====== STORED DATA
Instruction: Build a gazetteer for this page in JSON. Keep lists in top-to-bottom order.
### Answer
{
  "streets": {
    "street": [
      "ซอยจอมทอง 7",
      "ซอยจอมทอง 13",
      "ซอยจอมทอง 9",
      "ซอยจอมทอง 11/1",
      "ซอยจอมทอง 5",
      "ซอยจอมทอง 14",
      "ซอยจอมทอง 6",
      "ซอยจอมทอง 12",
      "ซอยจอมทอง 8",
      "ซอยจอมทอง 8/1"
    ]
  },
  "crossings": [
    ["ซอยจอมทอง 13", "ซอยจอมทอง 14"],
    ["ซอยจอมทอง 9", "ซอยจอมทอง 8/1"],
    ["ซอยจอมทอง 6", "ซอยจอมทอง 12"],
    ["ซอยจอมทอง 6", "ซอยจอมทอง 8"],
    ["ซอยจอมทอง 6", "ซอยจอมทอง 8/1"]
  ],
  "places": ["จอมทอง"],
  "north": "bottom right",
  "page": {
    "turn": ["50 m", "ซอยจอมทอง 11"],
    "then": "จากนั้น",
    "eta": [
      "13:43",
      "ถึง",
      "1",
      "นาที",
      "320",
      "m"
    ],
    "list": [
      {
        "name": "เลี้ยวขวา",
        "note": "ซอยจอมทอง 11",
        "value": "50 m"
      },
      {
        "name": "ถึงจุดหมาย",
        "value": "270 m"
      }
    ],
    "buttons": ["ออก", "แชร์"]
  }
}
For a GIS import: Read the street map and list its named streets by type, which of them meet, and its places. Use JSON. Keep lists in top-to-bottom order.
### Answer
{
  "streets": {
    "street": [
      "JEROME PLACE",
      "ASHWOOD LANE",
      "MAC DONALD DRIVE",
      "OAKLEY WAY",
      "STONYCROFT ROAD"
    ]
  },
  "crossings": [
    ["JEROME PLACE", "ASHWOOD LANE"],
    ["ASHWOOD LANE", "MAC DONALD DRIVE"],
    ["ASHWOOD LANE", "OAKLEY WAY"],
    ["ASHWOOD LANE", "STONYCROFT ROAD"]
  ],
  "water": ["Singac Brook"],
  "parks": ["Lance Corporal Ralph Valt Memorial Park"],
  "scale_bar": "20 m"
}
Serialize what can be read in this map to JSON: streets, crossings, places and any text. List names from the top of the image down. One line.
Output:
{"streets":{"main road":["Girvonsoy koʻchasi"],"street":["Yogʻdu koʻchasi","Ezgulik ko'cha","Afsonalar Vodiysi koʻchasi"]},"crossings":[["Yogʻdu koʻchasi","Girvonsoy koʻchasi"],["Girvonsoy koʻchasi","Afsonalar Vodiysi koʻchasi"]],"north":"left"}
============
_ACTIVITY:_
Output the data in full, exactly as it stands.

_SOLUTION TO THIS PROBLEM:_
Instruction: Build a gazetteer for this page in JSON. Keep lists in top-to-bottom order.
### Answer
{
  "streets": {
    "street": [
      "ซอยจอมทอง 7",
      "ซอยจอมทอง 13",
      "ซอยจอมทอง 9",
      "ซอยจอมทอง 11/1",
      "ซอยจอมทอง 5",
      "ซอยจอมทอง 14",
      "ซอยจอมทอง 6",
      "ซอยจอมทอง 12",
      "ซอยจอมทอง 8",
      "ซอยจอมทอง 8/1"
    ]
  },
  "crossings": [
    ["ซอยจอมทอง 13", "ซอยจอมทอง 14"],
    ["ซอยจอมทอง 9", "ซอยจอมทอง 8/1"],
    ["ซอยจอมทอง 6", "ซอยจอมทอง 12"],
    ["ซอยจอมทอง 6", "ซอยจอมทอง 8"],
    ["ซอยจอมทอง 6", "ซอยจอมทอง 8/1"]
  ],
  "places": ["จอมทอง"],
  "north": "bottom right",
  "page": {
    "turn": ["50 m", "ซอยจอมทอง 11"],
    "then": "จากนั้น",
    "eta": [
      "13:43",
      "ถึง",
      "1",
      "นาที",
      "320",
      "m"
    ],
    "list": [
      {
        "name": "เลี้ยวขวา",
        "note": "ซอยจอมทอง 11",
        "value": "50 m"
      },
      {
        "name": "ถึงจุดหมาย",
        "value": "270 m"
      }
    ],
    "buttons": ["ออก", "แชร์"]
  }
}
For a GIS import: Read the street map and list its named streets by type, which of them meet, and its places. Use JSON. Keep lists in top-to-bottom order.
### Answer
{
  "streets": {
    "street": [
      "JEROME PLACE",
      "ASHWOOD LANE",
      "MAC DONALD DRIVE",
      "OAKLEY WAY",
      "STONYCROFT ROAD"
    ]
  },
  "crossings": [
    ["JEROME PLACE", "ASHWOOD LANE"],
    ["ASHWOOD LANE", "MAC DONALD DRIVE"],
    ["ASHWOOD LANE", "OAKLEY WAY"],
    ["ASHWOOD LANE", "STONYCROFT ROAD"]
  ],
  "water": ["Singac Brook"],
  "parks": ["Lance Corporal Ralph Valt Memorial Park"],
  "scale_bar": "20 m"
}
Serialize what can be read in this map to JSON: streets, crossings, places and any text. List names from the top of the image down. One line.
Output:
{"streets":{"main road":["Girvonsoy koʻchasi"],"street":["Yogʻdu koʻchasi","Ezgulik ko'cha","Afsonalar Vodiysi koʻchasi"]},"crossings":[["Yogʻdu koʻchasi","Girvonsoy koʻchasi"],["Girvonsoy koʻchasi","Afsonalar Vodiysi koʻchasi"]],"north":"left"}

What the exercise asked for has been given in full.